* Data extracts *
- Opening Delimiter -

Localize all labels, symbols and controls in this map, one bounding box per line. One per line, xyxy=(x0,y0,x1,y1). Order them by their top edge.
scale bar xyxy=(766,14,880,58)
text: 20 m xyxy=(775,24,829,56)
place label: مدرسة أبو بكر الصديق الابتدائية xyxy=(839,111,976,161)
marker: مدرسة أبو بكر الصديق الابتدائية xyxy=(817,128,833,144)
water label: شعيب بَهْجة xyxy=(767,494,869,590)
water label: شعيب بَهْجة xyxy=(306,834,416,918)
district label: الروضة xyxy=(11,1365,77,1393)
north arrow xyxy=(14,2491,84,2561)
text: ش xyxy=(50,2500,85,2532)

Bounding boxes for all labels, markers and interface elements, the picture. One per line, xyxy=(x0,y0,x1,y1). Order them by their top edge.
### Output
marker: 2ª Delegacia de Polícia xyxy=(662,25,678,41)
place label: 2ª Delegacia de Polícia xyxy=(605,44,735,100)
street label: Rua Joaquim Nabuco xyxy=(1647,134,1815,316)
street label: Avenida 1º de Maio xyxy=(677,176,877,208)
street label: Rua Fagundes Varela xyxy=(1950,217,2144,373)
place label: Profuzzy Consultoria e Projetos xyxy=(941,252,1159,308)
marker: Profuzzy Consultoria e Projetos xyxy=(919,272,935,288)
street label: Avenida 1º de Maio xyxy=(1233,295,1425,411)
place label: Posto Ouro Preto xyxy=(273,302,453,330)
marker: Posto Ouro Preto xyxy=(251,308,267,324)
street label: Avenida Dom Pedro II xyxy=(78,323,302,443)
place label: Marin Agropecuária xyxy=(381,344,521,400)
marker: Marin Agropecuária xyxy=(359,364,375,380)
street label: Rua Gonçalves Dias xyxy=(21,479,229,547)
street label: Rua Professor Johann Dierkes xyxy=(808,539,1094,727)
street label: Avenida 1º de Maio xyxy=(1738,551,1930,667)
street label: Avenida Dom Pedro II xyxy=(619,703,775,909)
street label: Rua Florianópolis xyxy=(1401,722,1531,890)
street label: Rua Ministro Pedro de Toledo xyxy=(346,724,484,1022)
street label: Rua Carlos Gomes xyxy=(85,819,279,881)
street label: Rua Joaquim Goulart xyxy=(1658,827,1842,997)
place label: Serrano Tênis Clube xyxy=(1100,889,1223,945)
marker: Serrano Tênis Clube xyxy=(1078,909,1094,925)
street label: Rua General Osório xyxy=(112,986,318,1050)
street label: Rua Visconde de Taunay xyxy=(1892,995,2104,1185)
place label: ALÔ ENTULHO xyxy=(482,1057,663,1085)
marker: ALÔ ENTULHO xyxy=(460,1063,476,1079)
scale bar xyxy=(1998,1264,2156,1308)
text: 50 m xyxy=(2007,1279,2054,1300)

- Closing Delimiter -

* What you are asked to do *
Every line in the listing above should be repeated exactly.

* Response to the task *
Localize all labels, symbols and controls in this map, one bounding box per line. One per line, xyxy=(x0,y0,x1,y1). Order them by their top edge.
scale bar xyxy=(766,14,880,58)
text: 20 m xyxy=(775,24,829,56)
place label: مدرسة أبو بكر الصديق الابتدائية xyxy=(839,111,976,161)
marker: مدرسة أبو بكر الصديق الابتدائية xyxy=(817,128,833,144)
water label: شعيب بَهْجة xyxy=(767,494,869,590)
water label: شعيب بَهْجة xyxy=(306,834,416,918)
district label: الروضة xyxy=(11,1365,77,1393)
north arrow xyxy=(14,2491,84,2561)
text: ش xyxy=(50,2500,85,2532)

Bounding boxes for all labels, markers and interface elements, the picture. One per line, xyxy=(x0,y0,x1,y1). Order them by their top edge.
### Output
marker: 2ª Delegacia de Polícia xyxy=(662,25,678,41)
place label: 2ª Delegacia de Polícia xyxy=(605,44,735,100)
street label: Rua Joaquim Nabuco xyxy=(1647,134,1815,316)
street label: Avenida 1º de Maio xyxy=(677,176,877,208)
street label: Rua Fagundes Varela xyxy=(1950,217,2144,373)
place label: Profuzzy Consultoria e Projetos xyxy=(941,252,1159,308)
marker: Profuzzy Consultoria e Projetos xyxy=(919,272,935,288)
street label: Avenida 1º de Maio xyxy=(1233,295,1425,411)
place label: Posto Ouro Preto xyxy=(273,302,453,330)
marker: Posto Ouro Preto xyxy=(251,308,267,324)
street label: Avenida Dom Pedro II xyxy=(78,323,302,443)
place label: Marin Agropecuária xyxy=(381,344,521,400)
marker: Marin Agropecuária xyxy=(359,364,375,380)
street label: Rua Gonçalves Dias xyxy=(21,479,229,547)
street label: Rua Professor Johann Dierkes xyxy=(808,539,1094,727)
street label: Avenida 1º de Maio xyxy=(1738,551,1930,667)
street label: Avenida Dom Pedro II xyxy=(619,703,775,909)
street label: Rua Florianópolis xyxy=(1401,722,1531,890)
street label: Rua Ministro Pedro de Toledo xyxy=(346,724,484,1022)
street label: Rua Carlos Gomes xyxy=(85,819,279,881)
street label: Rua Joaquim Goulart xyxy=(1658,827,1842,997)
place label: Serrano Tênis Clube xyxy=(1100,889,1223,945)
marker: Serrano Tênis Clube xyxy=(1078,909,1094,925)
street label: Rua General Osório xyxy=(112,986,318,1050)
street label: Rua Visconde de Taunay xyxy=(1892,995,2104,1185)
place label: ALÔ ENTULHO xyxy=(482,1057,663,1085)
marker: ALÔ ENTULHO xyxy=(460,1063,476,1079)
scale bar xyxy=(1998,1264,2156,1308)
text: 50 m xyxy=(2007,1279,2054,1300)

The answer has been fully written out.